Она прошла через комнату ленивой неспешной походкой. Просто, если она шла быстрее, то всем становилось видно, что она подволакивает правую ногу. Так что эта напускная лень — просто способ скрыть такой свой природный недостаток. Когда надо было, Каяла могла быть шустрой и смертельно опасной, как молния. Ахмар до сих пор помнил, как она поймала (точно за рукоятку!) летящий в него нож и легко и быстро отправила его в лицо убийце. С такой реакцией, с такой ловкостью она могла бы быть снайпером… если бы не была ведьмой.
Высокая, полная, со своей белобрысо-голубоглазой славянской внешностью, она была среди смуглых, маленьких узкоглазых местных просто белой вороной. Никто даже не помнил, откуда она взялась. Говорили, была рабыней со срединных земель. А когда? Сколько ей лет вообще? Этого никто не знал. Выглядела юно, с годами не старела, жила где-то на отшибе, тоже в настоящем доме, почти как у Ахмара. Только дом Каялы был еще довоенной постройки.
Вообще, была она ведьма умная… и кто тут являлся фактической властью, она или Ахмар — это еще большой вопрос. Вождь считал ее другом. Именно, другом. Слово подруга, как и всякие мыслишки насчет ее женской сущности, почему-то Ахмару даже в голову не приходили. Ясно было, как божий день: КАЯЛА — ДРУГ…
Друг, причем, единственный. С ней хоть поговорить можно было об умных вещах. Пофилософствовать, что Ахмар любил, когда такая вот тоска. Можно было доверить любые тайны. Советоваться. Спорить. Правда, был у нее недостаток: иногда начинала нести всякую чушь насчет того, что ей суждено стать этим… ну… как его… Хранителем каким-то… и тому подобное. Но это бывало редко, так что потерпеть можно.

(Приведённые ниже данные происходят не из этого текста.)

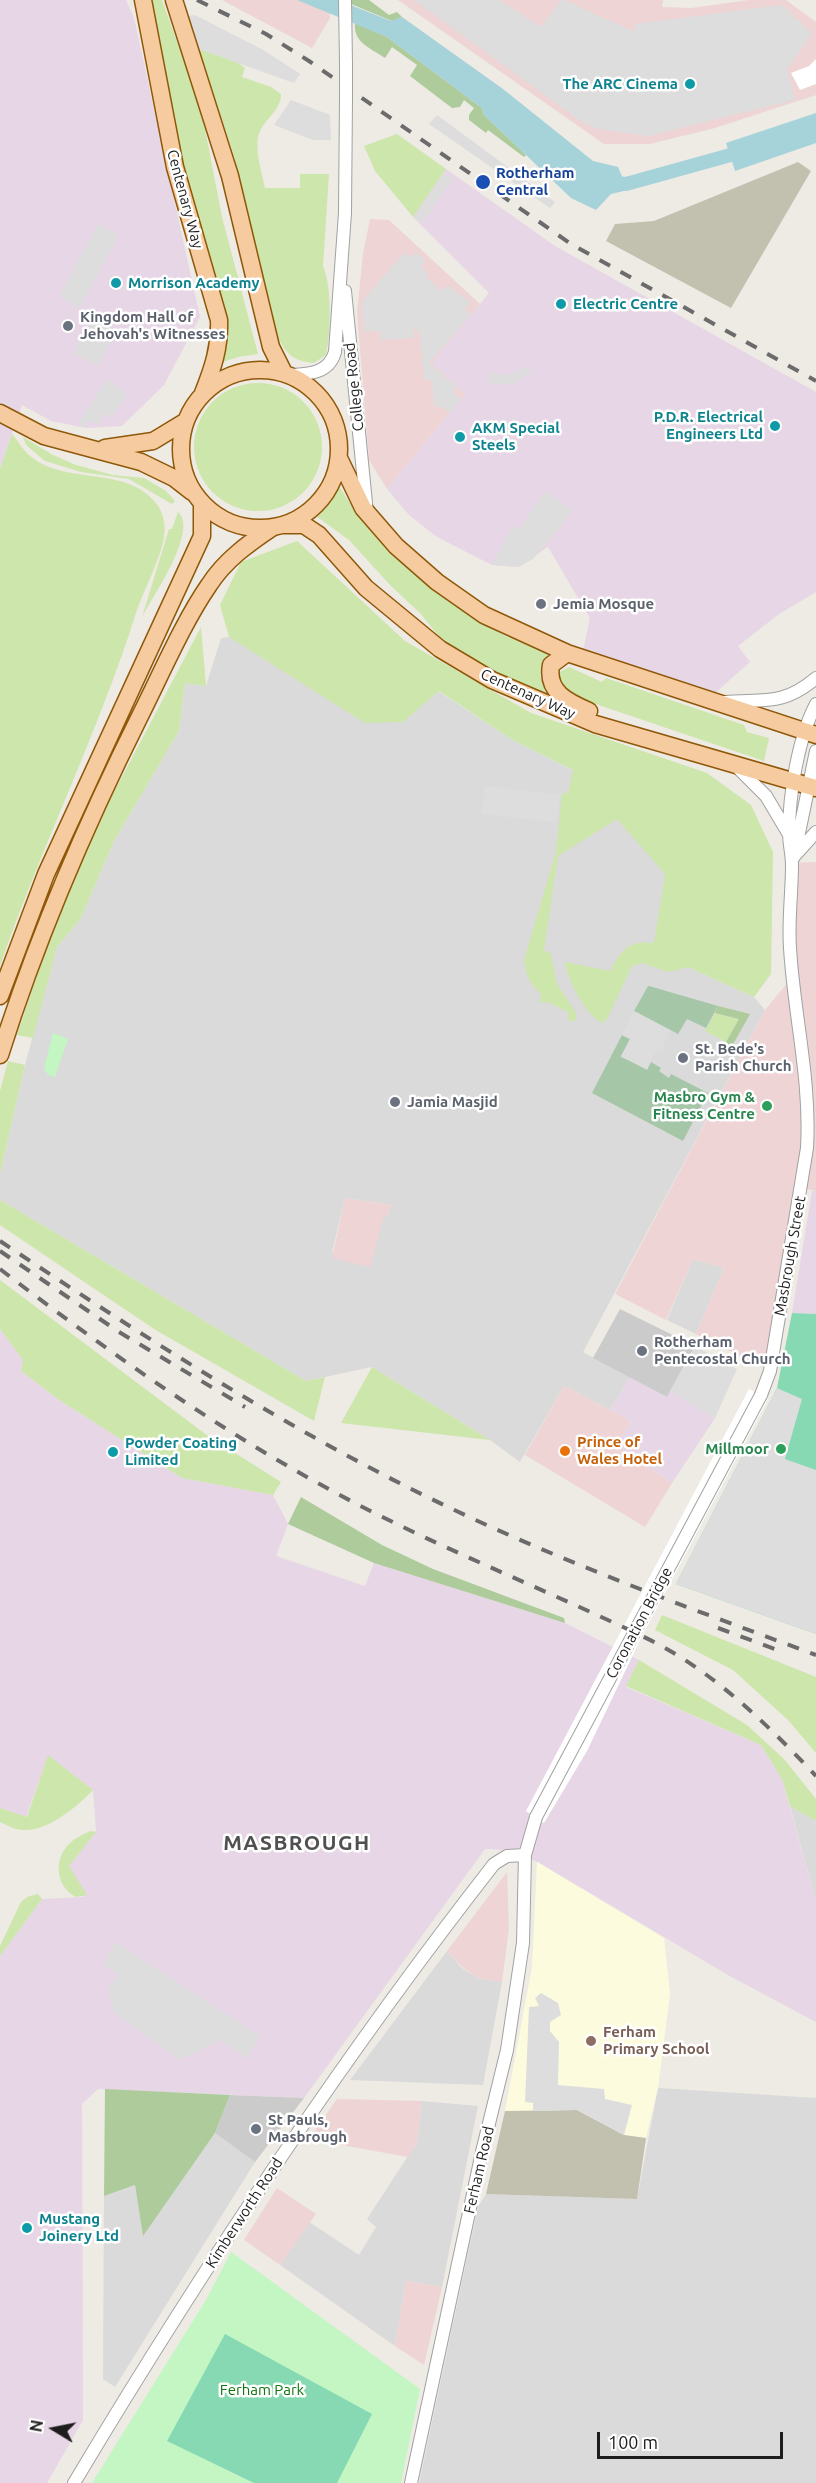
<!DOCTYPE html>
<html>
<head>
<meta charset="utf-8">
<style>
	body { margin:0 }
	#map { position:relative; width:816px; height:2483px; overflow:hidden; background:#eeeae4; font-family:Ubuntu,sans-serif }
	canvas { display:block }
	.north { position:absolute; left:24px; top:2399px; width:60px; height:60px; -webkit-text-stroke:4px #fff; paint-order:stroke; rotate:280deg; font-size:16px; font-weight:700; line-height:24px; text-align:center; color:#1d1d1d }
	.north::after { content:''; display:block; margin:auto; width:21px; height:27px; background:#1d1d1d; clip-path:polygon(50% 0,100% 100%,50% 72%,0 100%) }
	.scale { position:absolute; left:597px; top:2432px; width:186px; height:27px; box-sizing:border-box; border:3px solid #1d1d1d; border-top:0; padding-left:8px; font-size:18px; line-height:21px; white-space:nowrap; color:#1d1d1d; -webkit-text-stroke:4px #fff; paint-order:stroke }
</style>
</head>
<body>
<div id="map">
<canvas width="816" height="2483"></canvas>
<div class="north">N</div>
<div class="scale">100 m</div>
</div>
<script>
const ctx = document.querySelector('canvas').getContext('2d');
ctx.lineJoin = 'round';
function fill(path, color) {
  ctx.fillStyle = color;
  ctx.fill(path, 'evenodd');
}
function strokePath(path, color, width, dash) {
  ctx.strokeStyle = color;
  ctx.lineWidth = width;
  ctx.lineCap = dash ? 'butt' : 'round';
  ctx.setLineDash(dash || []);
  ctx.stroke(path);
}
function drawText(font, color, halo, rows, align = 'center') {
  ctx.font = font + ' Ubuntu,sans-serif';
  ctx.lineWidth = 5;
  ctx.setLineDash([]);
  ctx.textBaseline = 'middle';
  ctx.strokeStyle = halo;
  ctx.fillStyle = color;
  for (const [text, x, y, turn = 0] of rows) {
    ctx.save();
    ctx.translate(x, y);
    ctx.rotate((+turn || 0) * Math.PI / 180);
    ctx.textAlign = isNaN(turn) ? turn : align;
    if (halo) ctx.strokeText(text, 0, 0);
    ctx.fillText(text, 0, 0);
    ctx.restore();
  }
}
const residential = new Path2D(`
	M229,637L403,722L438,691L511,739L691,830L688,967L754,997L765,1010L583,1352L630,1377L610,1410L564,1386L520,1462L490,1440L372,1367L306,1381L0,1200V1175L25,1065L57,947L81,918L114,841L179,731L185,683L206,686L221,638ZM345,1198L392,1205L384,1215L332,1253Z
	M693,1259L724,1268L696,1334L667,1320Z
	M790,1806L816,1821V1902Z
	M447,1951L462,1968L478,1978L502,1982L483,2085L350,2080Z
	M658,2088L816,2098V2483H419L478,2207L486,2194L637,2199Z
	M422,2101L478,2106L442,2287L406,2281L395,2346L280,2265L309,2222L359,2255L376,2227L367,2219L417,2142Z
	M215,2133L255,2162L115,2387L103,2379L104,2196L135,2185L143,2235Z`);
const commercial = new Path2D(`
	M222,0H297L329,11L330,18L312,48Z
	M398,0H663L662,7L691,8L749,0H786L816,22V95L715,128L650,144H604Z
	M370,219L389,220L480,304L433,363L465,394L387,489L369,460L357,312L363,254Z
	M816,862V1191L802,1188L770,1371L696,1334L724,1268L693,1259L666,1320L615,1294L765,1010L793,976L792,863Z
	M345,1198L392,1205L388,1216H384L370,1267L332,1258Z
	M564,1386L631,1421L617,1445L672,1483L645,1527L525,1455Z
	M507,1872L509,1928L502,1982L478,1978L462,1967L447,1951Z
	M337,2099L422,2101L417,2142L408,2157L309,2139Z
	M277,2188L316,2214L280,2265L244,2240Z
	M406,2281L442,2287L424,2365L395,2346Z`);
const industrial = new Path2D(`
	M0,0H126L134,18L200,317L164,385L122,426L86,428L51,421L22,405L0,469Z
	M446,169L555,246L816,392V592L779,614L738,646L750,662L715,693L583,651L590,618L548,547L518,567L492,565L437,537L409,515L387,489L465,394L432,363L489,293L413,217Z
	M812,1191H816V1314L792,1313Z
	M0,1329L23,1360L21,1371L59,1400L182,1478L273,1495L288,1524L276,1556L365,1586L374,1563L565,1623L639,1660L626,1687L761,1745L782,1779L816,1902V2022L728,1975L538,1862L508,1850L485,1849L304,2098L98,2089L82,2104L83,2420L47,2483H0V1956L42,1899L84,1897L69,1866L96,1831L93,1790L48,1756L26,1817L0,1808Z
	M630,1377L667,1397L670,1391L715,1418L672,1483L617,1445L631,1421L610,1410Z`);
const education = new Path2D(`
	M537,1862L664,1938L670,1994L658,2088L646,2138L624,2135L533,2111H505L532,1967Z`);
const religious = new Path2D(`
	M620,1309L695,1346L667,1397L593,1358Z
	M230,2095L304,2098L255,2162L215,2133Z`);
const construction = new Path2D(`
	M798,162L811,171L731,308L606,241L615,224L654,221Z
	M577,2110L624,2135L646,2138L637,2199L486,2194L505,2111Z`);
const grass = new Path2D(`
	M151,0H162L201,108L222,217L258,354L238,357L220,363Z
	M199,49L237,62L245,68L242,77L271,87L281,94C281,110 267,117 260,131C253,145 262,173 265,188H300V174H329L323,266C332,286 331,333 326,355L314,363C292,361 285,353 276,333L234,156Z
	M397,134L446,169L413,217L375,171L364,146Z
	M194 447a64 64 0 1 1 128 0a64 64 0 1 1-128 0Z
	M12,434C18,441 23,450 29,455C64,486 125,465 155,502C163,511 166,524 164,536C162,556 143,592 136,613C98,733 41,847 0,966V469Z
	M23,437L53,455L76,465L113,475L144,478L166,491L175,501L172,504L129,479L81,472L45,461L26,445Z
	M339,486C378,552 443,601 509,638L510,636L549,654C535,668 540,680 549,696L503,675L445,644L420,613L391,586L349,540L316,516L330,502Z
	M178,512C199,530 152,598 142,617L169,529H172Z
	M297,541L405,641L531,713L707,773L751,805L773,852L771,974L754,997L688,967L668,972L642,963L632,966L607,1019L602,1023C586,1015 567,980 565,962L610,971C621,950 629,940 654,943L665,874L617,819L558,856L544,950L551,954L557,984L576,1013V1020L573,1022L568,1019V1012L548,1002L540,1003L541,994C529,984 526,975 524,960L556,852L562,793L568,794L573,770L511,739L439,691L403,722L365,723L229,637L220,605L241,562Z
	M201,627L206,686L185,683L179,731L114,841L81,918L57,947L33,1038L17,1035L53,927L103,813Z
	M569,667L602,682L606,678L744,725L747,732L769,738L764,761L575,697C567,690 557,684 560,672Z
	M715,1013L739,1019L726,1042L705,1031Z
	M8,1061L25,1065L0,1175V1091Z
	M0,1200L306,1381L325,1377L314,1421L154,1329L0,1225Z
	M0,1280L208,1436L281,1482L273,1495L182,1478L59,1400L21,1371L23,1360L0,1329Z
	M372,1367L490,1440L341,1423Z
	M662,1615L816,1677V1753L788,1720L733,1670L655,1630Z
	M639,1660L747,1725L784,1759L816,1799V1821L790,1806L782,1779L761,1745L626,1686Z
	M48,1755L93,1790C78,1806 47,1832 23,1830C15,1830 7,1825 0,1822V1808L27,1817Z
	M90,1831L96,1832L69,1866L87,1895L76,1897C56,1887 53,1860 69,1844C75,1838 84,1834 90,1831Z
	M38,1894L42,1899L0,1956V1946L21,1902L27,1897Z`);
const forest = new Path2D(`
	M351,0H369L389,15L397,12L402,17L392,21L351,4Z
	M355,23L387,37L482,108L484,115L526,155L524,157L488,130L486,133L469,120V115L474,108L464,100L460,107L452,108L410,76L417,65L392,47L385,58C371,48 353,43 355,23Z
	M718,1006L750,1014L731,1048L725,1044L739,1019L715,1013Z
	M301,1497L382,1545L433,1569L564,1618L565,1623L374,1563L288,1524Z
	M105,2089L230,2095L215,2133L143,2236L135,2185L104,2196Z`);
const cemetery = new Path2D(`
	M648,986H649L718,1006L706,1028L687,1019L678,1034L634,1011Z
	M622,1035L630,1039L621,1057L647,1069L651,1062L661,1068L659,1071L669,1078L671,1074L708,1093L683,1141L592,1093Z`);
const park = new Path2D(`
	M53,1033L68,1039L55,1077L48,1075L44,1068Z
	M231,2252L420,2389L401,2483H92L206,2300Z`);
const pitch = new Path2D(`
	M792,1313L816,1314V1634L676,1584L777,1388Z
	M225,2334L372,2414L337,2483H254L167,2441Z`);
const parking = new Path2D(`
	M414,0H499L541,27L561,0H564L635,32V24L782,5L812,34L787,69L795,100L648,136L598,129L582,122Z
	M195,15L265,51L300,74L294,83L199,49L187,16Z
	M291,100L330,115L331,140H313L274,125Z
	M437,115L555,202L550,208L429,124Z
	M445,173L453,179L422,223L414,217Z
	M98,224L119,235L80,308L59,296Z
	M404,252L411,258L416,252L426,261L421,267L428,274L426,277L442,291L448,285L470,302L465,309L471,315L429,363L457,387L453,393L461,399L450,413L441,407L434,406L432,380H424L420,332L413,328L414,338L380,340V331L364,332L362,302Z
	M93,317L117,330L97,366L73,353Z
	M527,366L531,372L513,384L488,383L491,373L511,375Z
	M107,380L127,394L112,417L106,413L98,425L89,420L84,427L78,423Z
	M544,493H549L572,510L560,528L533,559L518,567L492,565L512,527L519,529Z
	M485,786L560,795L557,822L482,814Z
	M634,1011L670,1030L661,1051L657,1049L647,1070L621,1056L630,1039L622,1035Z
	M695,1346L737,1369L715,1418L670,1391Z
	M777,1388L802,1399L785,1459L816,1470V1634L676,1584Z
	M115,1942L260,2036L246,2059L221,2040L180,2060L114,2013L108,1988L118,1974L103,1964Z
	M541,1993L558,2003L561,2015L550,2022V2031L559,2042L558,2085L604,2089L605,2099L632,2105L624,2135L577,2110L533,2111V2103L525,2102L529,2007L539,2006L535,1998Z`);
const water = new Path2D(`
	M297,0H338L391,21L402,17L503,89L593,161L618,167L628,190L611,194L596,210L571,198L484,115L482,108L387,37Z
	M816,113V143L735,171L726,143Z`);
const pier = new Path2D(`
	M816,59V84L800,90L791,73L809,66Z
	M749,1389L768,1399L642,1636L587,1751L544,1823L526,1811Z`);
const canal = new Path2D(`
	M607,182L626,184L745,151`);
const tertiary = new Path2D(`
	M345,0L346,63
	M345,291L367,513
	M291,375C310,374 329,373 335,352L345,213L346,98
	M725,702C764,699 783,706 816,678
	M737,767L766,796L788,833
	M797,853L816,832
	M794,857L816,751
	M761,1395L770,1371L807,1148C811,1080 794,1015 790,948C788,920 792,893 792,865C792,854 789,844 789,833C789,795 798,738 816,704
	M74,2483C202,2269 340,2061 494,1864L507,1856L525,1855
	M411,2483L482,2152L507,2050L523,1943L525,1855L536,1817`);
const primary = new Path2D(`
	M143,0L175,167L219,320C220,347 213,368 203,393
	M174,0L230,176L271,347L284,373
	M181 449a79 79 0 1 1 158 0a79 79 0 1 1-158 0Z
	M0,413L44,436L141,462L174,478L192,492
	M105,448L153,441L186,421
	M339,458L363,508L396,546L437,582L484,615L567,653L816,735
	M284,525H304L319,535L366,588L440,649L492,680L595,724L816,788
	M567,653L551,665C546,692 568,702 589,711
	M0,996L46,874L202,536V504
	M0,1055C37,937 86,824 141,714C161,674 184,621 209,585C225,560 249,543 273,527`);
const rail = new Path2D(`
	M197,0L266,34L309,61L571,244L816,381
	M0,1241C144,1337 291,1432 448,1507C567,1564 692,1609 816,1655
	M0,1251L119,1332L245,1407
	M0,1269C111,1354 228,1437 353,1502C447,1551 546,1590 642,1636C710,1668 765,1722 816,1776
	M718,1628L783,1652`);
const tertiaryBridge = new Path2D(`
	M346,98V63
	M536,1817L761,1395`);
const markers = [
	[690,84,6,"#0f9aa8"],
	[483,182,8,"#1a4fb4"],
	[116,283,6,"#0f9aa8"],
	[561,304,6,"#0f9aa8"],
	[68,326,6,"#6b7280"],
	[775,426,6,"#0f9aa8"],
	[460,437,6,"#0f9aa8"],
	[541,604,6,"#6b7280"],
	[683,1058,6,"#6b7280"],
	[395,1102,6,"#6b7280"],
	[767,1106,6,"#2e9e5b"],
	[642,1351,6,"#6b7280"],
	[781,1449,6,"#2e9e5b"],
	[565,1451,6,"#e8710a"],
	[113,1452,6,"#0f9aa8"],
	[591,2041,6,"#8d6e63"],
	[256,2129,6,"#6b7280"],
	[27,2228,6,"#0f9aa8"]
];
const cultureNames = [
	["The ARC Cinema",678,84,"right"],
	["Morrison Academy",128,283],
	["Electric Centre",573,304],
	["P.D.R. Electrical",763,417,"right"],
	["Engineers Ltd",763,434,"right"],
	["AKM Special",472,428],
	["Steels",472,445],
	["Powder Coating",125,1443],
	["Limited",125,1460],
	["Mustang",39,2219],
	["Joinery Ltd",39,2236]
];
const transitNames = [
	["Rotherham",496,173],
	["Central",496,190]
];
const streetNames = [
	["Centenary Way",185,199,75],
	["College Road",354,387,-96],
	["Centenary Way",528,694,24],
	["Masbrough Street",790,1256,-80],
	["Coronation Bridge",639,1623,-62],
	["Ferham Road",479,2170,-77],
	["Kimberworth Road",244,2213,-57]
];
const worshipNames = [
	["Kingdom Hall of",80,317],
	["Jehovah's Witnesses",80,334],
	["Jemia Mosque",553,604],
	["St. Bede's",695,1049],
	["Parish Church",695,1066],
	["Jamia Masjid",407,1102],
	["Rotherham",654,1342],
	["Pentecostal Church",654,1359],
	["St Pauls,",268,2120],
	["Masbrough",268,2137]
];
const leisureNames = [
	["Masbro Gym &",755,1097],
	["Fitness Centre",755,1114],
	["Millmoor",769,1449]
];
const foodNames = [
	["Prince of",577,1442],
	["Wales Hotel",577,1459]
];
const educationNames = [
	["Ferham",603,2032],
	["Primary School",603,2049]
];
const parkNames = [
	["Ferham Park",262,2390]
];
const districtNames = [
	["MASBROUGH",297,1843]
];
fill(residential, '#dbdada');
fill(commercial, '#eed4d5');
fill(industrial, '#e7d6e5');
fill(education, '#fdfbde');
fill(religious, '#cbcbcb');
fill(construction, '#c2c1b0');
fill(grass, '#cde6ac');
fill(forest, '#adcb9b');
fill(cemetery, '#a6c6a8');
fill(park, '#c3f6c3');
fill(pitch, '#86d9b3');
fill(parking, '#ddd');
fill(water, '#a6d2da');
fill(pier, '#fff');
strokePath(canal, '#a6d2da', 14);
strokePath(tertiary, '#a1a1a1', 14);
strokePath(primary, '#8f5808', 19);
strokePath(tertiary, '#fff', 12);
strokePath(primary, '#f7cba0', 16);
strokePath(rail, '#6b6b6b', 4, [12, 12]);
strokePath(tertiaryBridge, '#a1a1a1', 14, []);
strokePath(tertiaryBridge, '#fff', 12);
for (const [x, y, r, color] of markers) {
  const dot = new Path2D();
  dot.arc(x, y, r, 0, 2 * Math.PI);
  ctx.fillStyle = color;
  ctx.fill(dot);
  strokePath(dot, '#fff', 2);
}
drawText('bold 15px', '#0d838f', '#fff', cultureNames, 'left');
drawText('bold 15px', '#164399', '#fff', transitNames, 'left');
drawText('15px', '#1d1d1d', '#fff', streetNames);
drawText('bold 15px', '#5b616d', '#fff', worshipNames, 'left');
drawText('bold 15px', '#27864d', '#fff', leisureNames, 'right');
drawText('bold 15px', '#c56008', '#fff', foodNames, 'left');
drawText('bold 15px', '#785e54', '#fff', educationNames, 'left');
drawText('15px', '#117612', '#fff', parkNames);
ctx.letterSpacing = '1.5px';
drawText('bold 21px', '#505050', '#fff', districtNames);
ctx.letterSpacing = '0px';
</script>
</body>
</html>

— Добрый день, Каяла! — приветствовал Ахмар, пожимая ее тяжелую мозолистую руку.
— День добрый! — ответствовала ведьма. — Опять сидишь, тоскуешь и пьешь всякую гадость?
— Есть такое… — сознался вождь. — Слушай… да ты садись, чего стоишь, как неродная… совета хочу просить. Я вот давно думаю, что со Страной делать… к черту она катится… Нефти нет, как и не было. Жрать нечего. Людишки плодятся, как крысы… скоро даже крыс всех пожрут. Ну ладно, при Булате это еще терпимо было как-то, а сейчас… эх, делать что-то надо. Пока не поздно.
— Надо, — согласилась Каяла, — уходить отсюда надо.
— С земель предков?!.. — возмутился было Ахмар, но встретился с насмешливым колдунским взглядом и поневоле улыбнулся. — Ладно, забудь. Ты права. Но куда уходить?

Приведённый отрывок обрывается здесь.